Writing deterministic tests alongside fixes

A patch without a test is an assertion. A patch with a failing-before / passing-after test is a proof. nreactive tries to attach that proof to every generated PR, and this post explains how — and, more importantly, when we refuse to.

The test contract

Every generated analysis includes an optional testFile field. When populated, it contains a path, a framework hint (Jest, Vitest, Mocha, Pytest, etc.), and the full contents of the file. The contract is simple: the test must fail against the pre-fix source and pass against the post-fix source. That's it. The model is free to choose the shape of the test as long as it satisfies the contract.

The PR body calls the test out explicitly when it's present, with the framework and the path. Reviewers can run it locally against the pre-fix code to confirm the failure mode, then against the post-fix code to confirm the fix.

Framework inference

The model infers the test framework from what it sees in the provided source. If it spots a vitest.config reference or vitest imports, it uses Vitest idioms. If it sees jest.config or describe/it/expect, Jest. If the repo is Python-flavoured, Pytest. The inference is shallow by design — we don't want the model guessing at complex runner configurations. If the signal is ambiguous, it skips the test rather than writing one that doesn't fit.

File placement

Placement follows the convention the model sees. If existing tests sit next to sources (foo.test.ts next to foo.ts), new tests go there. If there's a dedicated tests directory (tests/, __tests__/, spec/), the new file goes inside. If neither convention is visible, the test gets placed next to the source as a safe default.

The deny list still applies — if the inferred location is deny-listed, the test is dropped. Better no test than a test in a place you've explicitly said not to write to.

When we don't ship a test

The system prompt explicitly allows the model to skip the test. We'd rather ship a PR with a clear fix and no test than a PR with a shaky test written to meet a quota. Common cases where a test gets skipped:

The fix is inside framework-owned code where writing a meaningful unit test would require a full integration harness.
The bug depends on runtime state (database rows, external APIs) that isn't present in the provided source.
The root cause is a pure refactor-level change — renaming a missing identifier, for instance — where a test would effectively assert the rename happened.

In each of those cases the PR body notes that no test was added and the reviewer knows to manually verify.

Deterministic by default

We try hard to keep generated tests deterministic. That means no reliance on the current date or time, no network calls, no sleeps, no flaky ordering assertions. If the bug is genuinely time-dependent, the test either freezes time with the framework's clock mocking primitives or the test is skipped. A flaky test attached to an AI-generated fix is a permanently poisoned signal — every future failure looks like an AI problem, even when it isn't.

Integration with CI

Tests added to a PR run in whatever CI your repo has configured. If CI fails, the PR doesn't auto-merge even if confidence is high. This is the integration point that ties the quality of the fix to your existing safety nets. A confident fix with a failing test is still a failing PR — the confidence score doesn't override green checks, it supplements them.
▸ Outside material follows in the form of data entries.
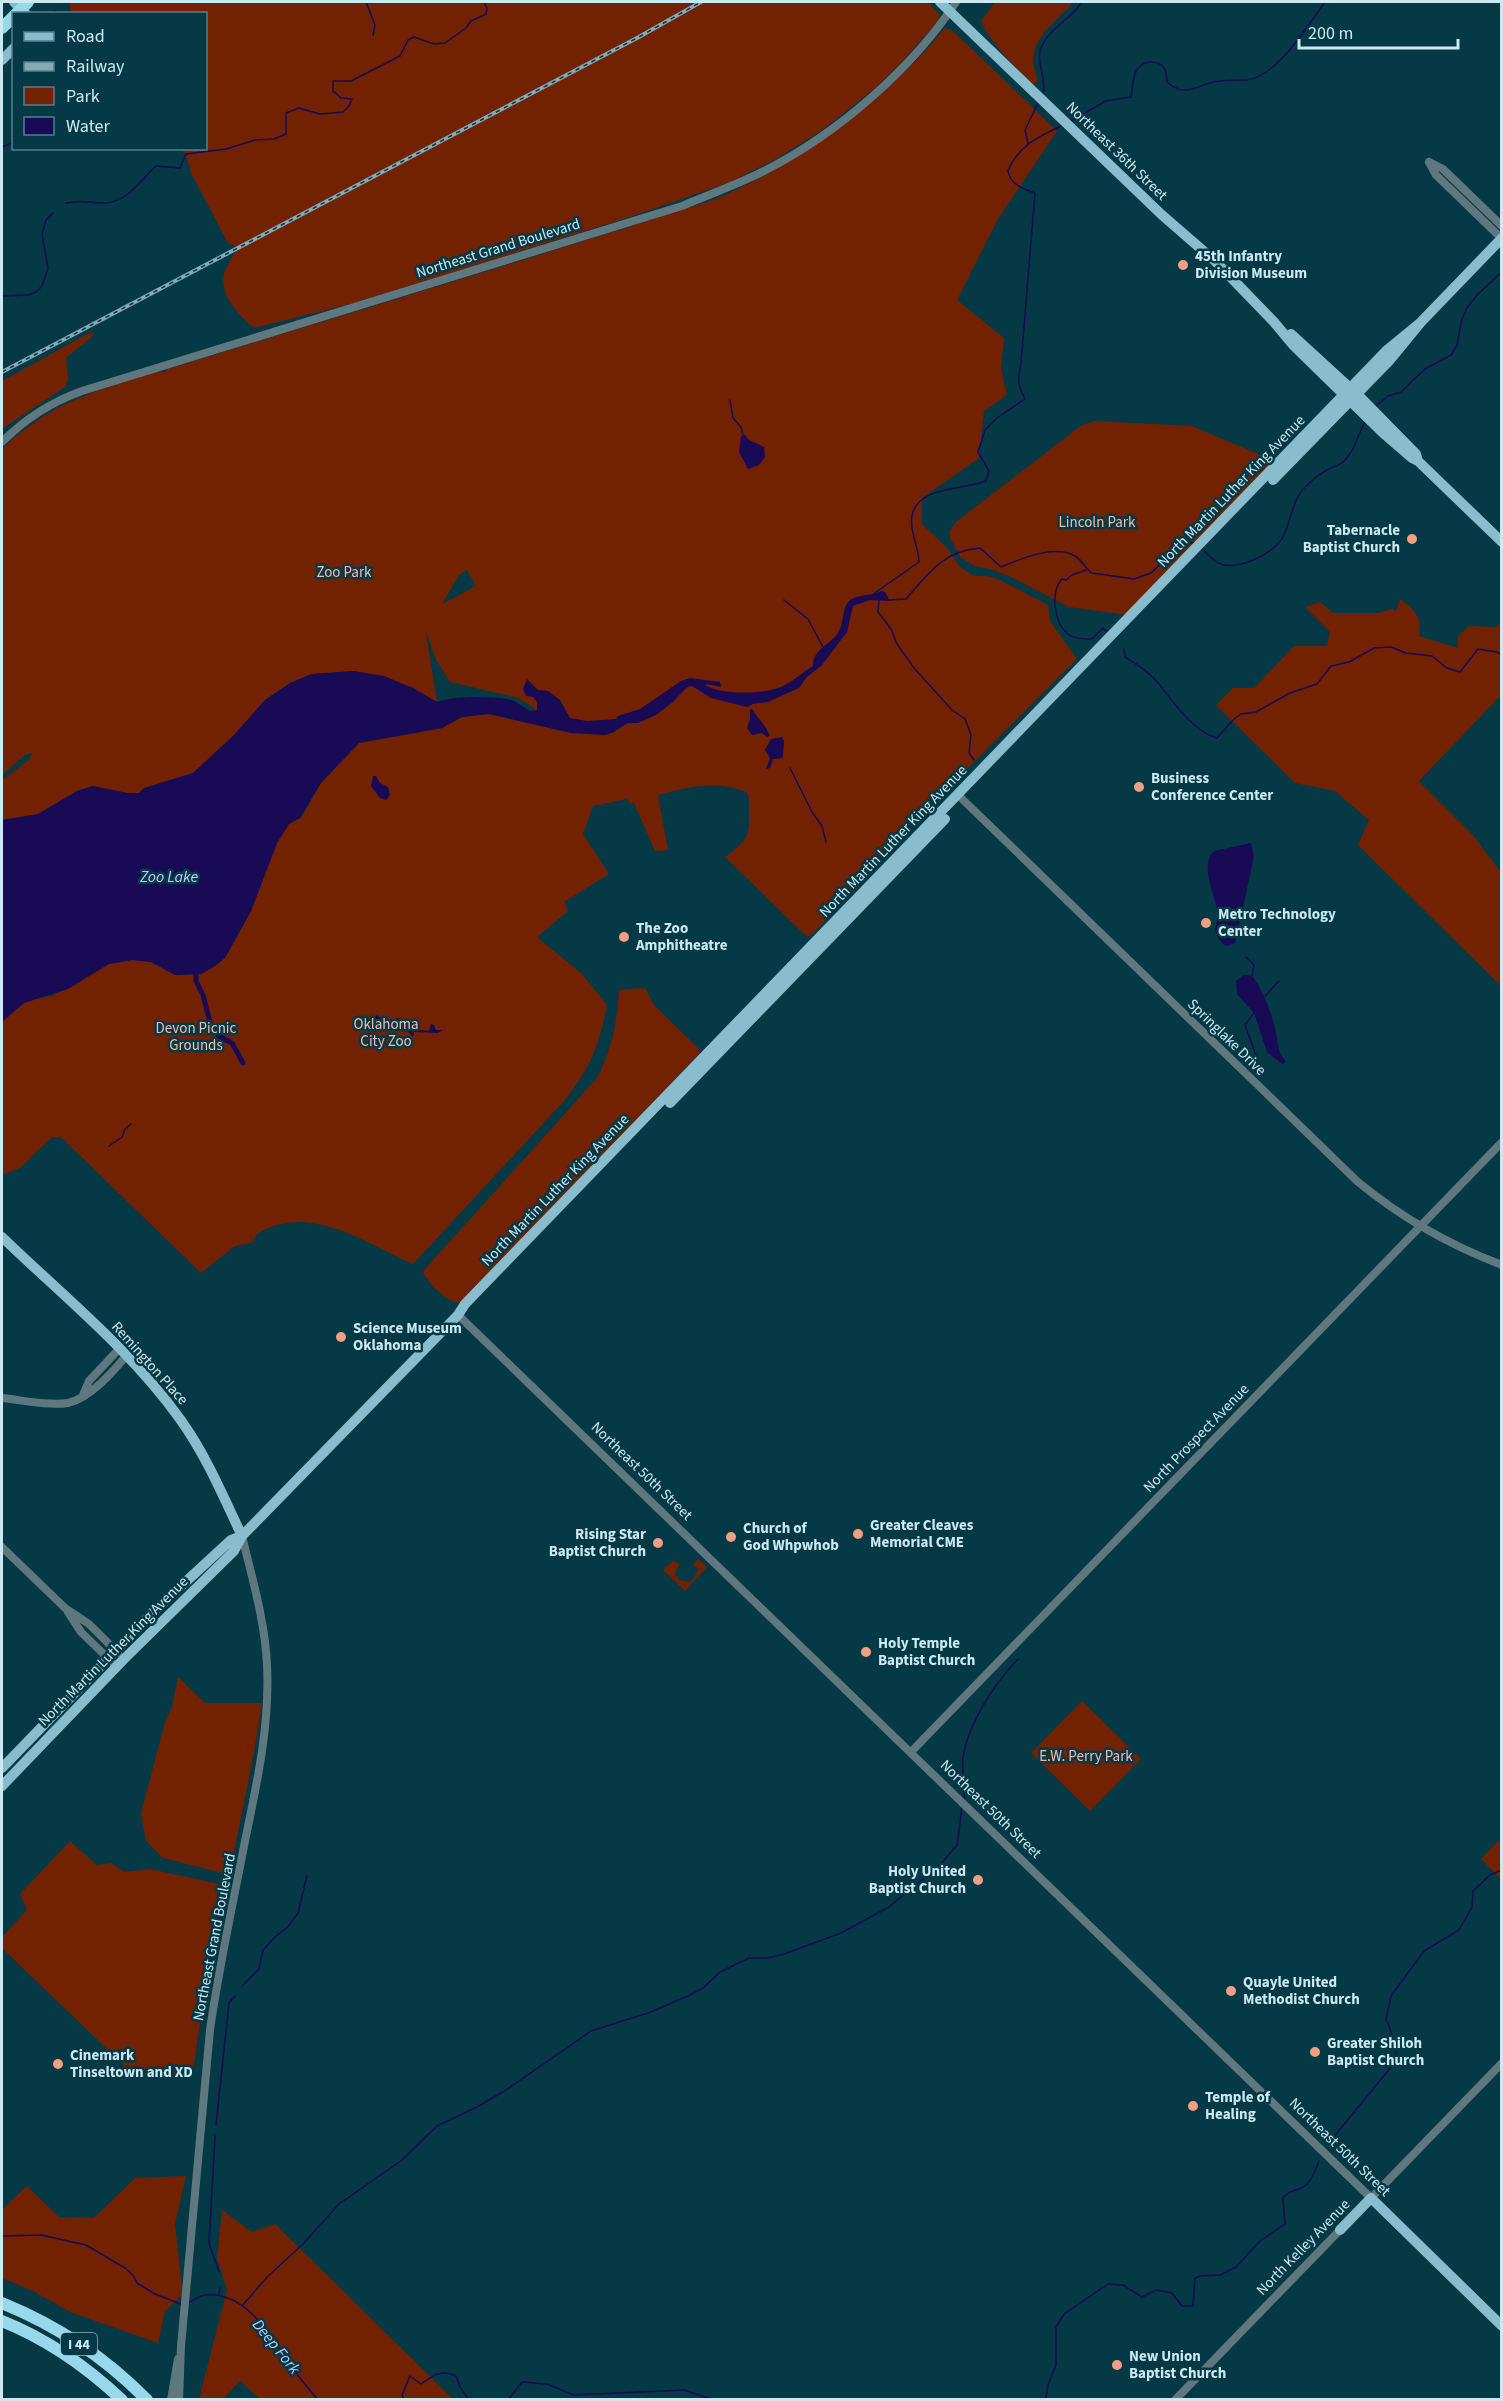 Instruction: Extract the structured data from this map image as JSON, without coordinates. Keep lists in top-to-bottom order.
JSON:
{
  "streets": {
    "highway": ["I 44"],
    "main road": [
      "Northeast 36th Street",
      "North Martin Luther King Avenue",
      "Remington Place",
      "Northeast 50th Street",
      "North Kelley Avenue"
    ],
    "street": ["Northeast Grand Boulevard", "Springlake Drive", "North Prospect Avenue"]
  },
  "crossings": [
    ["Northeast 36th Street", "Northeast Grand Boulevard"],
    ["Northeast 36th Street", "North Martin Luther King Avenue"],
    ["Northeast Grand Boulevard", "North Martin Luther King Avenue"],
    ["Northeast Grand Boulevard", "Remington Place"],
    ["North Martin Luther King Avenue", "Springlake Drive"],
    ["North Martin Luther King Avenue", "Remington Place"],
    ["North Martin Luther King Avenue", "Northeast 50th Street"],
    ["Springlake Drive", "North Prospect Avenue"],
    ["North Prospect Avenue", "Northeast 50th Street"],
    ["Northeast 50th Street", "North Kelley Avenue"]
  ],
  "water": ["Zoo Lake", "Deep Fork"],
  "parks": [
    "Lincoln Park",
    "Zoo Park",
    "Oklahoma City Zoo",
    "Devon Picnic Grounds",
    "E.W. Perry Park"
  ],
  "places": [
    "45th Infantry Division Museum",
    "Tabernacle Baptist Church",
    "Business Conference Center",
    "Metro Technology Center",
    "The Zoo Amphitheatre",
    "Science Museum Oklahoma",
    "Greater Cleaves Memorial CME",
    "Church of God Whpwhob",
    "Rising Star Baptist Church",
    "Holy Temple Baptist Church",
    "Holy United Baptist Church",
    "Quayle United Methodist Church",
    "Greater Shiloh Baptist Church",
    "Cinemark Tinseltown and XD",
    "Temple of Healing",
    "New Union Baptist Church"
  ],
  "legend": [
    "Road",
    "Railway",
    "Park",
    "Water"
  ],
  "scale_bar": "200 m"
}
Reviewing a generated test

A few things to check before merging:

Does the test actually exercise the root cause, or does it assert an implementation detail?
Does it reference the right file paths and module names? LLMs occasionally invent symbol names that don't exist.
Does it clean up after itself (mocks unset, timers restored)?
Does it fit stylistically with the rest of the test suite?
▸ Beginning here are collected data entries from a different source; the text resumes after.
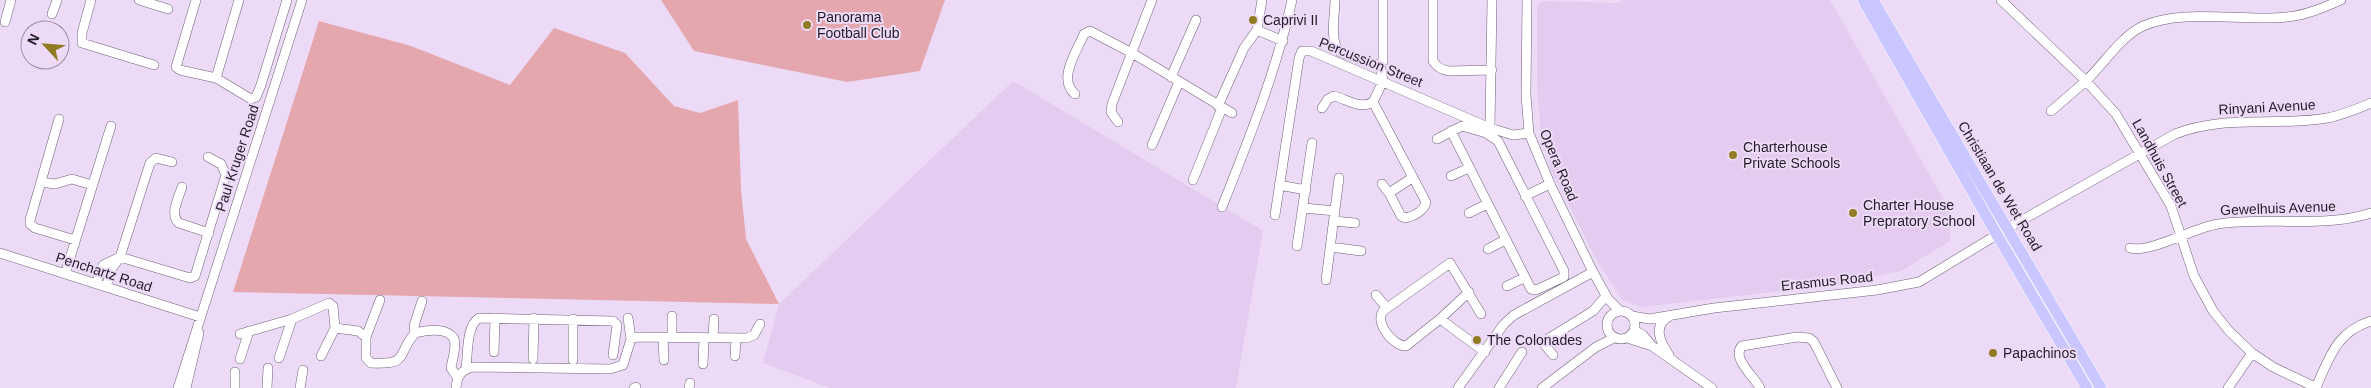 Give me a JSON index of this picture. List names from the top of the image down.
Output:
{
  "streets": {
    "main road": ["Christiaan de Wet Road"],
    "street": [
      "Percussion Street",
      "Rinyani Avenue",
      "Paul Kruger Road",
      "Landhuis Street",
      "Opera Road",
      "Gewelhuis Avenue",
      "Penchartz Road",
      "Erasmus Road"
    ]
  },
  "crossings": [
    ["Percussion Street", "Opera Road"],
    ["Rinyani Avenue", "Landhuis Street"],
    ["Rinyani Avenue", "Christiaan de Wet Road"],
    ["Rinyani Avenue", "Erasmus Road"],
    ["Paul Kruger Road", "Penchartz Road"],
    ["Landhuis Street", "Gewelhuis Avenue"],
    ["Opera Road", "Erasmus Road"],
    ["Christiaan de Wet Road", "Erasmus Road"]
  ],
  "places": [
    "Caprivi II",
    "Panorama Football Club",
    "Charterhouse Private Schools",
    "Charter House Prepratory School",
    "The Colonades",
    "Papachinos"
  ],
  "north": "top left"
} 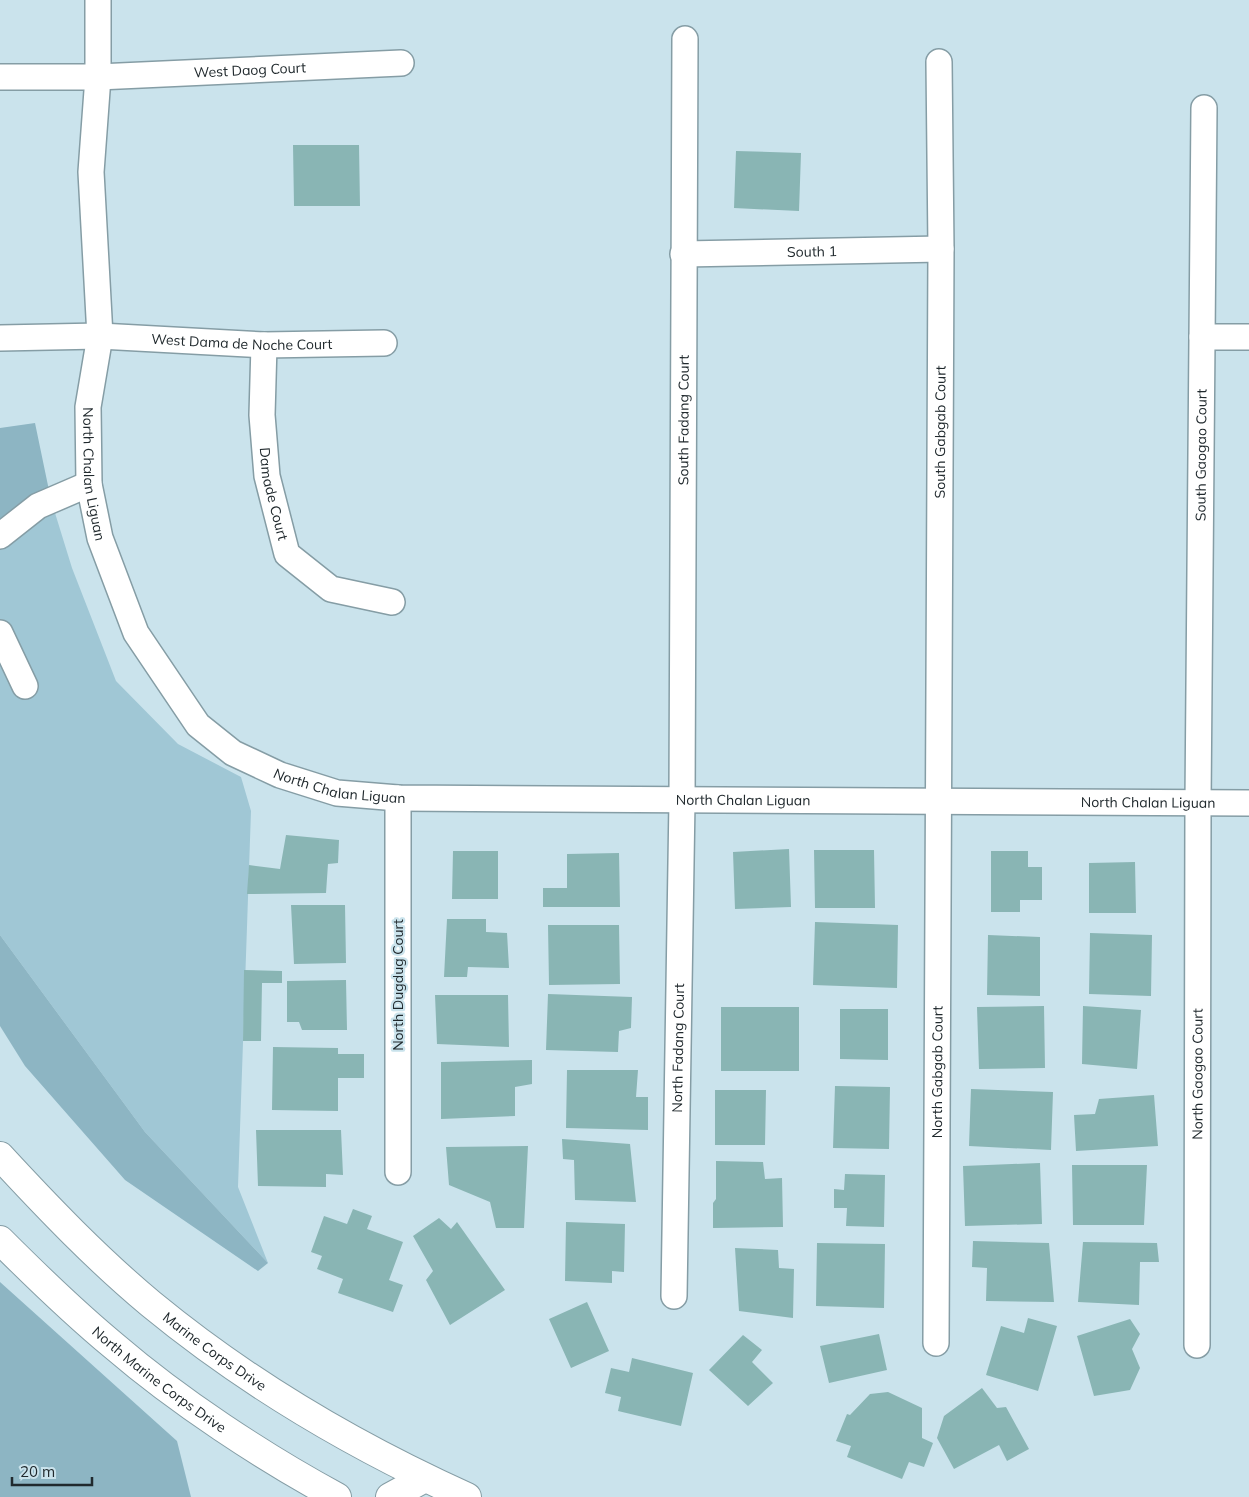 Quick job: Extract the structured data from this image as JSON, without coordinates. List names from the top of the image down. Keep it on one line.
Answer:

If any of those fails, reject the test but keep the fix — or tweak the test and re-request review. The test is a nice-to-have companion to the fix, not a hard prerequisite.

Net value

Over time, generated tests end up contributing measurably to coverage. They tend to cluster around exception paths and edge cases, which are the spots hand-written tests frequently miss because developers think about the happy path first. The tests aren't a replacement for a human test plan, but they do plug real holes. Treat them as a nice side effect of the fix pipeline rather than the reason you run it.